たとえば、野球でスコアボードに「4」という数字が刻まれたして、その数字を見るだけでは何もおもしろくない。どんな背景があり、どんな過程や駆け引き、ドラマがあって4点が入ったのか?
そういうところを考察し、理解していくことで、おもしろさ・奥深さ・すごさが感じられると思うのです。
ソフトの評価値を見るだけでは、将棋のおもしろさはわかりません。中継を見る人の数は昔より増えたでしょうが、将棋という競技のおもしろさの本質は、観戦者にちゃんと伝わっているのかな? と疑問を感じます。
もし、おもしろさが伝わっていないのであれば、長い目で見たときに、ファンは根付かないことを意味します。
いまは「藤井ブーム」で将棋が注目されていますが、それもいつかは終わります。そのとき、しっかりとファンが根付いていなければ、将棋の人気は凋落するばかりです。
競技の魅力自体がファンに伝わる施策を
ソフトの評価値とか、将棋めしとか、そういう「見えやすい部分」ばかりが注目されているようでは、将棋界の未来は明るくないでしょう。将棋という競技自体の魅力が、もっと伝わるような施策が必要です。

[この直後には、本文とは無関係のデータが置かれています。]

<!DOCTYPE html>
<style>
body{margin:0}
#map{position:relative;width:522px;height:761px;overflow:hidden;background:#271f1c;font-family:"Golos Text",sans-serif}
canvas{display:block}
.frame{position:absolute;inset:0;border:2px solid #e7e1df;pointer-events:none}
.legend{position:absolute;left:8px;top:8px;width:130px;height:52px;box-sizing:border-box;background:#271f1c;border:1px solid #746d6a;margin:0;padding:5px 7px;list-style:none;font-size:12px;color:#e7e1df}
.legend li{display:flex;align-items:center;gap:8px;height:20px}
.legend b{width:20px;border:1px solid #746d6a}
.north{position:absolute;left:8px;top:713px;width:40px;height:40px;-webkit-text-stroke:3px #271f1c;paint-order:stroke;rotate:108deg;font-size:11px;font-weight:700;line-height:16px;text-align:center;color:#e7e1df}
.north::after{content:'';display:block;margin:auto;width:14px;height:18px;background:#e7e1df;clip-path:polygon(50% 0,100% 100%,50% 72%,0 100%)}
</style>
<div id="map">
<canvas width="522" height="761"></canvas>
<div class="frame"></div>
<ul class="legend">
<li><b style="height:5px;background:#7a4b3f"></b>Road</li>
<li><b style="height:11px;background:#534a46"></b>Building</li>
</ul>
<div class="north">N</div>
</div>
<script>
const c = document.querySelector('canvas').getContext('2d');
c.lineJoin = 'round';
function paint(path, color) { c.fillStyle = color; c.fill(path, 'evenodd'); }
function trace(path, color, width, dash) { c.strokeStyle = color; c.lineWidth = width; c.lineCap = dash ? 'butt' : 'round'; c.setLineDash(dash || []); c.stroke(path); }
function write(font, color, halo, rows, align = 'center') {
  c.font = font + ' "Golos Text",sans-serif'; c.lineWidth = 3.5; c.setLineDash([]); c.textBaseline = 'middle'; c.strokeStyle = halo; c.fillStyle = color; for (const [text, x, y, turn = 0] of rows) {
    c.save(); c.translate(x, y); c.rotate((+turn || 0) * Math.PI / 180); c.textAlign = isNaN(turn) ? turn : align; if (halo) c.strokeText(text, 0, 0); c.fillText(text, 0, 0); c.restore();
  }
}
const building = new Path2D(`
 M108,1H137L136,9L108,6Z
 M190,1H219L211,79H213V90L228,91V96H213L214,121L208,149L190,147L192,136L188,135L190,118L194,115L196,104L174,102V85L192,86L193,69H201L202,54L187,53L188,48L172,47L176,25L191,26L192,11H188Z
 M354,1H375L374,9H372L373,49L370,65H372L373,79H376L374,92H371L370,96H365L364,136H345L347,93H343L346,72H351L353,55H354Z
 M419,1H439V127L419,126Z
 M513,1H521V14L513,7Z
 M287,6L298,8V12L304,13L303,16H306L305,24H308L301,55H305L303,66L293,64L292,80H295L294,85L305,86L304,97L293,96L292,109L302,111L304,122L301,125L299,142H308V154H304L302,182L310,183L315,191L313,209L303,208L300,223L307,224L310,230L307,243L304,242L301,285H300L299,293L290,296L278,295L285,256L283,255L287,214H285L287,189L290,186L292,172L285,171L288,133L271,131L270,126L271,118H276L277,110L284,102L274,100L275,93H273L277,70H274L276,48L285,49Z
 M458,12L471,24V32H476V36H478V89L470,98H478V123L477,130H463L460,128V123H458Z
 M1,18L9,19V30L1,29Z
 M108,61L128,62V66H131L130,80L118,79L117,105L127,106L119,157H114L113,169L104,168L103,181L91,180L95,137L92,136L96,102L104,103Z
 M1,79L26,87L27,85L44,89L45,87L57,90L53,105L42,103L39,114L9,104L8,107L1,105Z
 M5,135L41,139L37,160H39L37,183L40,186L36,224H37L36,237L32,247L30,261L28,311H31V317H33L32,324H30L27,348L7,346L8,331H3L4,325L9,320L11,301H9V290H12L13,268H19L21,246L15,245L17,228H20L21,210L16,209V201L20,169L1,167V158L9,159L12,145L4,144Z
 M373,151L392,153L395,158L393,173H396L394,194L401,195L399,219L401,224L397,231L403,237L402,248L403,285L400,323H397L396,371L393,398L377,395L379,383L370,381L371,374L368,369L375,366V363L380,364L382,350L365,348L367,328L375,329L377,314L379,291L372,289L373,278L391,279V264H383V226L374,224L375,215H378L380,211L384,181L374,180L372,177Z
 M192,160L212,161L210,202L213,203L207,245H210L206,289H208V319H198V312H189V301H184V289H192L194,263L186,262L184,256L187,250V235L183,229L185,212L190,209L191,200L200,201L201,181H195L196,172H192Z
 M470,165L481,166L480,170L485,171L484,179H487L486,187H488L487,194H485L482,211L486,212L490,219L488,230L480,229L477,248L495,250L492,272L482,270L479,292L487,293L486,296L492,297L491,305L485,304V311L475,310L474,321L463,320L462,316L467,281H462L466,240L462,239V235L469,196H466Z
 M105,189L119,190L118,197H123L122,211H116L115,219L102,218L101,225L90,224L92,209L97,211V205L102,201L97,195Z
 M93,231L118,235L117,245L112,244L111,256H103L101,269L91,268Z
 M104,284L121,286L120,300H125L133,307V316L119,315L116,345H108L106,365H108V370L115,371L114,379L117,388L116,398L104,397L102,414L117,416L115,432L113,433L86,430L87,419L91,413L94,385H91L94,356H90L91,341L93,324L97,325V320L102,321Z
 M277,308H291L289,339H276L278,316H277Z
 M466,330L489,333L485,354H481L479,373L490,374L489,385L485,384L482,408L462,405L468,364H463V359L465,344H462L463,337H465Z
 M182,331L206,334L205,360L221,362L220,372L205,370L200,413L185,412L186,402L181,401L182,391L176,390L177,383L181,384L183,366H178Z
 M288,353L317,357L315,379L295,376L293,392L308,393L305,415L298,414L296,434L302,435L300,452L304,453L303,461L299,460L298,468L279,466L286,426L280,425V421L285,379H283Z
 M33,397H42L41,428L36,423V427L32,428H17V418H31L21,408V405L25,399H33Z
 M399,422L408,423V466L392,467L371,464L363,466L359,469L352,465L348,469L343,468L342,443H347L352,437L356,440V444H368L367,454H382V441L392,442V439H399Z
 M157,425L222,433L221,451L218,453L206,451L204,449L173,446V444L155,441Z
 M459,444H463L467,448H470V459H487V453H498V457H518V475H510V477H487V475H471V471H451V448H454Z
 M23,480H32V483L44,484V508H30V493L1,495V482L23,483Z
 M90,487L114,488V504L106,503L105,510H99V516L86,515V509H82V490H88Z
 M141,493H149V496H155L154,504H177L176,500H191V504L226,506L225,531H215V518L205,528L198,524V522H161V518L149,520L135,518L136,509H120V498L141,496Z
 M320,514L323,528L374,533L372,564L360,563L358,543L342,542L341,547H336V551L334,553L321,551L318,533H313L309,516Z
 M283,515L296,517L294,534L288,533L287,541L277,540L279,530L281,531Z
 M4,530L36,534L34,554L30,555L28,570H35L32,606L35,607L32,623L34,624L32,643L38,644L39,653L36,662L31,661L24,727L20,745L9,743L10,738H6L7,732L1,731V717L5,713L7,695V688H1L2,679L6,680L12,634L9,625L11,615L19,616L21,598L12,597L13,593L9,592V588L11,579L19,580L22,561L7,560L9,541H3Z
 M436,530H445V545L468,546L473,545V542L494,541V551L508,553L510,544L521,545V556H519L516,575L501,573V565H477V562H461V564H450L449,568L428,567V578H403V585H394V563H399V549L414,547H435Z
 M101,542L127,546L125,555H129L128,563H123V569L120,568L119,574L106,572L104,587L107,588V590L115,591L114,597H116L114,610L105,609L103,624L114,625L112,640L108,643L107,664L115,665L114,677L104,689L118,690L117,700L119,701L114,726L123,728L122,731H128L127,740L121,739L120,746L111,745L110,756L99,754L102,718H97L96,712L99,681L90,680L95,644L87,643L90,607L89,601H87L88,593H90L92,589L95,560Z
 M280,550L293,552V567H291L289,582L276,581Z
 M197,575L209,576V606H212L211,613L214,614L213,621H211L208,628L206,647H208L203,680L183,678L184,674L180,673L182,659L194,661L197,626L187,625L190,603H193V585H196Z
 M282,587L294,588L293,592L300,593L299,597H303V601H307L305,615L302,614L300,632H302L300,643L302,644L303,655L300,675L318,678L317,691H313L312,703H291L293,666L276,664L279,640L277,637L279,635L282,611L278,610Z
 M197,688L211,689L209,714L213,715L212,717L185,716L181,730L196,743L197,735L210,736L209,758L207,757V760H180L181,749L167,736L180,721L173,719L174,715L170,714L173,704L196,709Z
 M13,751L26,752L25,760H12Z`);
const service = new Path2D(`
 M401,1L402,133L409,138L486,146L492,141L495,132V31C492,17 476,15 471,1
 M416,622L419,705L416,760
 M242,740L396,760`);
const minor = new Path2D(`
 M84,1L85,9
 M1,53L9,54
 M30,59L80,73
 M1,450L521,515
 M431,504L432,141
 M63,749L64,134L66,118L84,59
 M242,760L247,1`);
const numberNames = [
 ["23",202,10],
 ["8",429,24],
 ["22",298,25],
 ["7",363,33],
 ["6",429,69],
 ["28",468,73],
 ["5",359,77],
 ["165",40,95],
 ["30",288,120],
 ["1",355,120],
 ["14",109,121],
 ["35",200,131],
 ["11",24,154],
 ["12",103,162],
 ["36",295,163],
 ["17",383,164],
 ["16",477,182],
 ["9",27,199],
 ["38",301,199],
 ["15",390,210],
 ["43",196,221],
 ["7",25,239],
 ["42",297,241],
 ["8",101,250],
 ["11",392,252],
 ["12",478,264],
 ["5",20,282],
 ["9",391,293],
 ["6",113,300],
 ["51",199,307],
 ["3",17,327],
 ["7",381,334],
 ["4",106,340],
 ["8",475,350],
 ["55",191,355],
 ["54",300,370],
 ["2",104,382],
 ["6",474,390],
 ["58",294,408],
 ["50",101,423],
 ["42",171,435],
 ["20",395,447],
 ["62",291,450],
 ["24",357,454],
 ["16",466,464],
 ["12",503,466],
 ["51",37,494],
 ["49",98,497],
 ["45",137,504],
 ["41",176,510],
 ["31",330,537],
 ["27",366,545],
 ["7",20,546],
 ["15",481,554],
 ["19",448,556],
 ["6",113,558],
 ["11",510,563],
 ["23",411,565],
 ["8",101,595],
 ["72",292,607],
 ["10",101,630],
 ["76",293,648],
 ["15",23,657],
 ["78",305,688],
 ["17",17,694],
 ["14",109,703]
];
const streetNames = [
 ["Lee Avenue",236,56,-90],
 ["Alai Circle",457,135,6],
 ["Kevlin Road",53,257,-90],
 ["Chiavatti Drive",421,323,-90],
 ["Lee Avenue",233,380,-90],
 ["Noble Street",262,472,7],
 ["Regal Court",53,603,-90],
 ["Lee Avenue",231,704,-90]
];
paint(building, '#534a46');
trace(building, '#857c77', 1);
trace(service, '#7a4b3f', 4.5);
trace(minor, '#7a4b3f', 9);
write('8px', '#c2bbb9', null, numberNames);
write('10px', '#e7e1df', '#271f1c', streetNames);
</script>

早い話、藤井棋聖というスターが存在しなかったとしても、将棋人気が出る方向に持っていかなければいけません。
たとえばですが、私が好きな棋士の一人に勝又清和七段がいます。
勝又七段は、いわゆるトーナメントプロとしてはパッとしません。しかし、プロの将棋のおもしろさ・奥深さ・すごさを、アマチュアにもわかるように噛み砕いて伝えるのが抜群に上手いです。雑誌の連載や著書を読んで、「へぇ~なるほど」といつも感心していました。

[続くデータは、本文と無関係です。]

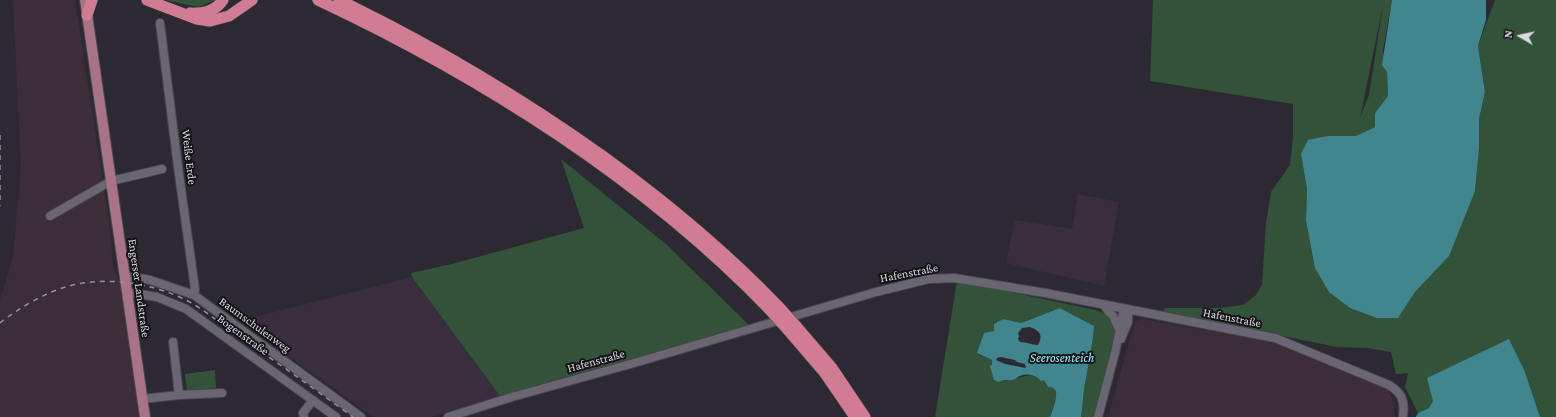 <!DOCTYPE html>
<meta charset="utf-8">
<style>
body{margin:0}
#map{position:relative;width:1556px;height:417px;overflow:hidden;background:#2d2933;font-family:"Crimson Pro",serif}
canvas{display:block}
.north{position:absolute;left:1500px;top:16px;width:40px;height:40px;-webkit-text-stroke:3px #141317;paint-order:stroke;rotate:279deg;font-size:11px;font-weight:700;line-height:16px;text-align:center;color:#dbd9e0}
.north::after{content:'';display:block;margin:auto;width:14px;height:18px;background:#dbd9e0;clip-path:polygon(50% 0,100% 100%,50% 72%,0 100%)}
</style>
<div id="map">
<canvas width="1556" height="417"></canvas>
<div class="north">N</div>
</div>
<script>
const ctx = document.querySelector('canvas').getContext('2d');
ctx.lineJoin = 'round';
function fill(path, color) {
  ctx.fillStyle = color;
  ctx.fill(path, 'evenodd');
}
function trace(path, color, width, dash) {
  ctx.strokeStyle = color;
  ctx.lineWidth = width;
  ctx.lineCap = dash ? 'butt' : 'round';
  ctx.setLineDash(dash || []);
  ctx.stroke(path);
}
function write(font, color, halo, rows, align = 'center') {
  ctx.font = font + ' "Crimson Pro",serif';
  ctx.lineWidth = 4;
  ctx.setLineDash([]);
  ctx.textBaseline = 'middle';
  ctx.strokeStyle = halo;
  ctx.fillStyle = color;
  for (const [text, x, y, turn = 0] of rows) {
    ctx.save();
    ctx.translate(x, y);
    ctx.rotate((+turn || 0) * Math.PI / 180);
    ctx.textAlign = isNaN(turn) ? turn : align;
    if (halo) ctx.strokeText(text, 0, 0);
    ctx.fillText(text, 0, 0);
    ctx.restore();
  }
}
const commercial = new Path2D(`
 M13,0H75L109,222L113,267L124,291L141,417H0V300L13,257L21,168Z
 M1142,319L1275,342L1387,388L1394,402V417H1108L1135,322Z`);
const industrial = new Path2D(`
 M1078,194L1119,202L1104,286L1006,263L1015,220L1072,229Z
 M412,277L500,396L432,417H374L239,321Z`);
const green = new Path2D(`
 M165,0H215L198,7Z
 M1153,0H1392L1383,50L1387,72L1388,96L1375,113V127L1356,136H1328L1301,154L1307,189L1306,220L1398,318L1415,292L1429,277L1475,191L1479,149V119L1485,92L1478,46L1495,0H1556V417H1540L1525,372L1433,401L1429,408L1418,413L1405,387L1408,373L1396,374L1391,352L1368,348L1337,347L1163,312L1165,308H1219L1243,305L1256,295L1262,285L1266,223L1271,192L1290,165L1293,136V104L1150,81ZM1383,5L1369,95L1360,118Z
 M561,159L667,245L749,325L651,354L500,396L412,277L411,273L452,264L584,228Z
 M957,281L1096,310L1116,318L1114,340L1093,417H1081C1083,404 1083,392 1086,379C1089,361 1093,345 1094,326L1060,308L1021,323L1003,319L994,324V331L978,354L992,360V374L994,377L1005,381L1030,375L1044,380L1048,387C1050,387 1052,387 1054,389C1060,392 1052,412 1050,417H935Z
 M215,370L216,388L187,391L185,374Z`);
const water = new Path2D(`
 M1392,0H1486V20L1478,46L1485,92L1479,119V149L1475,191L1449,256L1415,292L1398,318H1377L1350,308L1329,292L1315,268L1306,220L1307,189L1301,154L1308,140L1328,136H1356L1375,127V113L1388,96L1387,72L1382,65Z
 M1060,308L1094,326C1093,344 1089,361 1086,379C1083,392 1083,404 1081,417H1050C1052,412 1060,392 1054,389C1052,387 1050,387 1048,387L1044,380L1041,381C1036,375 1027,373 1020,376C1017,377 1015,380 1011,380C1007,381 1003,379 999,382L994,380L990,366L992,365V360L977,353L984,333L994,331V324L1003,319L1021,323ZM1030,327C1041,331 1043,336 1038,345C1031,345 1027,342 1020,342L1018,339L1019,336L1018,333L1022,328ZM1001,357L1015,360L1017,362L1025,364L1026,368L1005,364L996,360L997,358Z
 M1509,339L1525,372L1540,417H1416L1418,413L1429,408L1433,401L1427,378Z`);
const minor = new Path2D(`
 M160,23L178,167L195,289L194,295
 M50,216L111,181L162,169
 M124,277H134L150,280L194,295L361,417
 M127,292L157,297L186,309L336,417
 M1104,305L1108,311L1113,316L1119,329
 M1121,339L1128,322V310
 M173,342L179,395
 M142,399L179,395L222,393
 M304,417L303,413L313,400
 M448,417L512,397L634,363L876,292L929,279L954,278L1045,293L1275,338L1389,385C1402,393 1405,401 1403,415
 M1098,417L1115,353L1124,309`);
const major = new Path2D(`
 M85,0L145,417`);
const highway = new Path2D(`
 M147,0L197,19L210,21L229,16L252,0
 M318,0C480,76 645,180 770,310
 M339,0C432,45 520,97 604,157C666,202 725,251 778,306
 M190,13C203,14 215,12 223,0
 M87,15L92,0
 M796,326L832,368L865,417
 M788,330L824,372L855,417`);
const rail = new Path2D(`
 M0,135V206
 M0,323C17,309 48,291 69,286C106,276 150,283 184,299C206,310 224,327 244,340C281,365 317,391 353,417`);
const highwayBridge = new Path2D(`
 M778,306L796,326
 M770,310L788,330`);
const streetNames = [
 ["Weiße Erde",189,157,83],
 ["Hafenstraße",909,273,-11],
 ["Engerser Landstraße",139,288,82],
 ["Hafenstraße",1232,318,11],
 ["Baumschulenweg",255,325,36],
 ["Bogenstraße",243,335,36],
 ["Hafenstraße",596,361,-15]
];
const waterNames = [
 ["Seerosenteich",1062,358]
];
fill(commercial, '#3d2d39');
fill(industrial, '#382e3e');
fill(green, '#325339');
fill(water, '#41858e');
trace(minor, '#48464e', 10);
trace(major, '#48464e', 12);
trace(highway, '#48464e', 12);
trace(minor, '#6a6671', 8);
trace(major, '#a87385', 10);
trace(highway, '#d17c92', 11);
trace(rail, '#929098', 1.5, [5, 5]);
trace(highwayBridge, '#48464e', 12, []);
trace(highwayBridge, '#d17c92', 11);
write('12px', '#dbd9e0', '#141317', streetNames);
write('italic 13px', '#9feffa', '#141317', waterNames);
</script>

プロ棋士の仕事は、勝負の世界で戦うことだけではありません。勝又七段のように、将棋のおもしろさをわかりやすく発信するのも、大きな貢献だと思います。
医師という仕事でたとえるなら、医師免許を持っていても、病院に勤めて患者さんを治療するだけが選択肢ではないですよね。マスコミに就職して、医療知識を活かした記事を世の中に発信し、社会に貢献する方法もあります。政治家になり、医師の観点を活かして、現在の医療問題に取り組むという道もあるでしょう。
それと同じように、プロ棋士にも将棋の魅力を発信するための方法が、勝負の場以外にもたくさんあるべきだと思います。その方法を探していくことが、長い目で見たときに、将棋人気を左右するでしょう。